Senior girls bond through P-G forum

By Tina Mao
INK Contributor
Tuesday, May 22, 2007



In the chaos of planning for college and muscling through the last year of high school academics, it's easy for seniors to forget about maintaining the social bonds they've built within their graduating class. People connect and strengthen friendships within their close social group, but otherwise, it seems little "group bonding" is done.

At Porter-Gaud School, Lyn Harrison, director of the counseling department, recognized this trend. In 2001, she created the senior girls' forum, determined to instill a sense of community and bring the senior girls together as a group.

At each forum meeting, the girls gather at the head of school's home at the edge of the Porter-Gaud campus. There, they spend their lunch period talking to each other and their high school counselors, discussing topics ranging from college to media literacy and feminism.

"It's for the girls to be able to share their experiences with each other and to say goodbye to each other," says Amanda Parrott, Upper School counselor. "At times, it's for reflection on the past, and it's permission to start letting go and looking forward to the future."

During the voluntary meetings, planned activities can include speakers, seminars on women's issues or activities to facilitate discussion about the girls' experiences together.

"One of my favorite activities was when we wrote down questions on a note card about anything and we talked about them as a group," recalls senior Perin Sanjana. "One of the questions I remember was, 'What is your biggest fear about college?' "

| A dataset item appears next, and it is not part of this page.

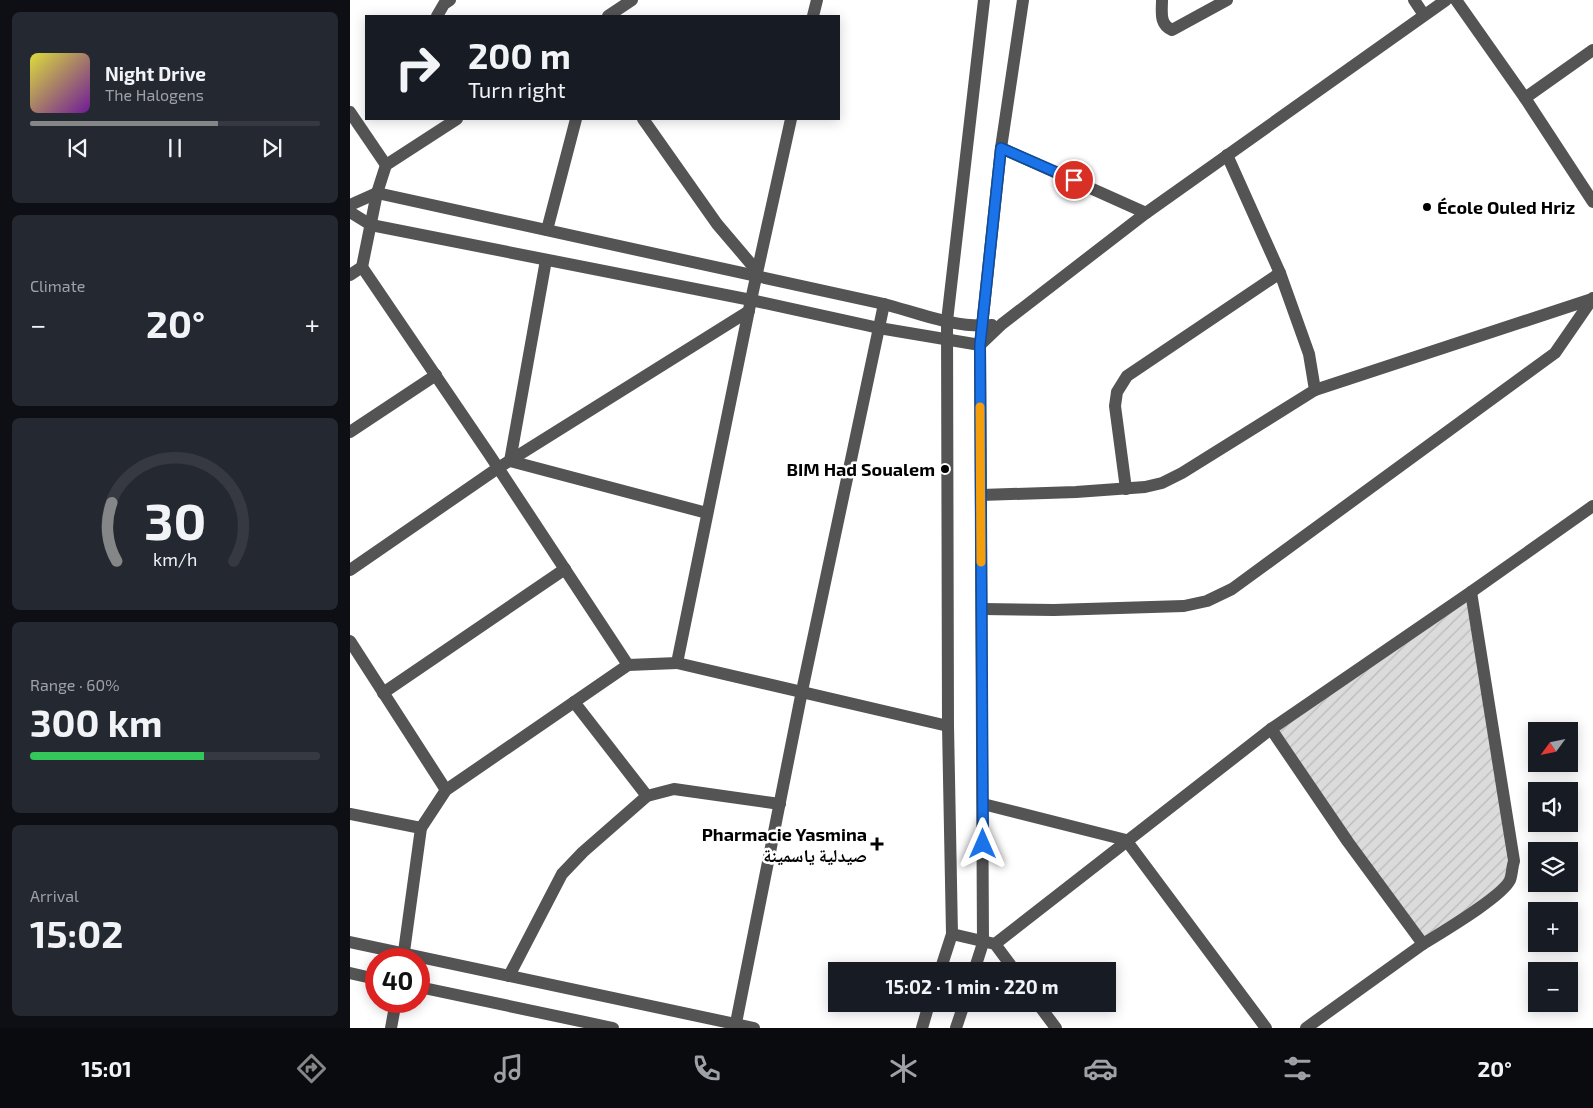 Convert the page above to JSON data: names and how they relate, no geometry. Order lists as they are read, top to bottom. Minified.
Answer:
{"places":{"other":["École Ouled Hriz","BIM Had Soualem"],"health":["Pharmacie Yasmina صيدلية ياسمينة"]},"north":"bottom left","page":{"turn":["200 m","Turn right"],"song":["Night Drive","The Halogens"],"tile":["Climate",["Range · 60%","300 km"],["Arrival","15:02"]],"heat":["−","20°","+"],"map_buttons":["+","−"],"limit":"40","trip":"15:02 · 1 min · 220 m","tabs":["15:01","20°"],"gauge":["30","km/h"]}}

Other times, the girls talk freely as a group. At their most recent meeting, the discussion topics included the lack of respect for senior privileges by underclassmen to changes in the middle school environment. With 13 years of education behind them, the young women have lots to say about what's best for younger students.

"Instead of going through middle school, kids now are just going straight from elementary school to high school," said Michelle Donnelly.

Some girls voiced their agreement with this statement, and others shared their own thoughts.

"(Middle school) is an awkward and horrible experience, but it's like a rite of passage that everyone needs to go through," added Lillian Scott.

Although food is provided, the main appeal of the forums comes from the girls' close relationships. Many of them have attended Porter-Gaud together since the first grade, but even those who joined the class in later years feel as if they're part of the community.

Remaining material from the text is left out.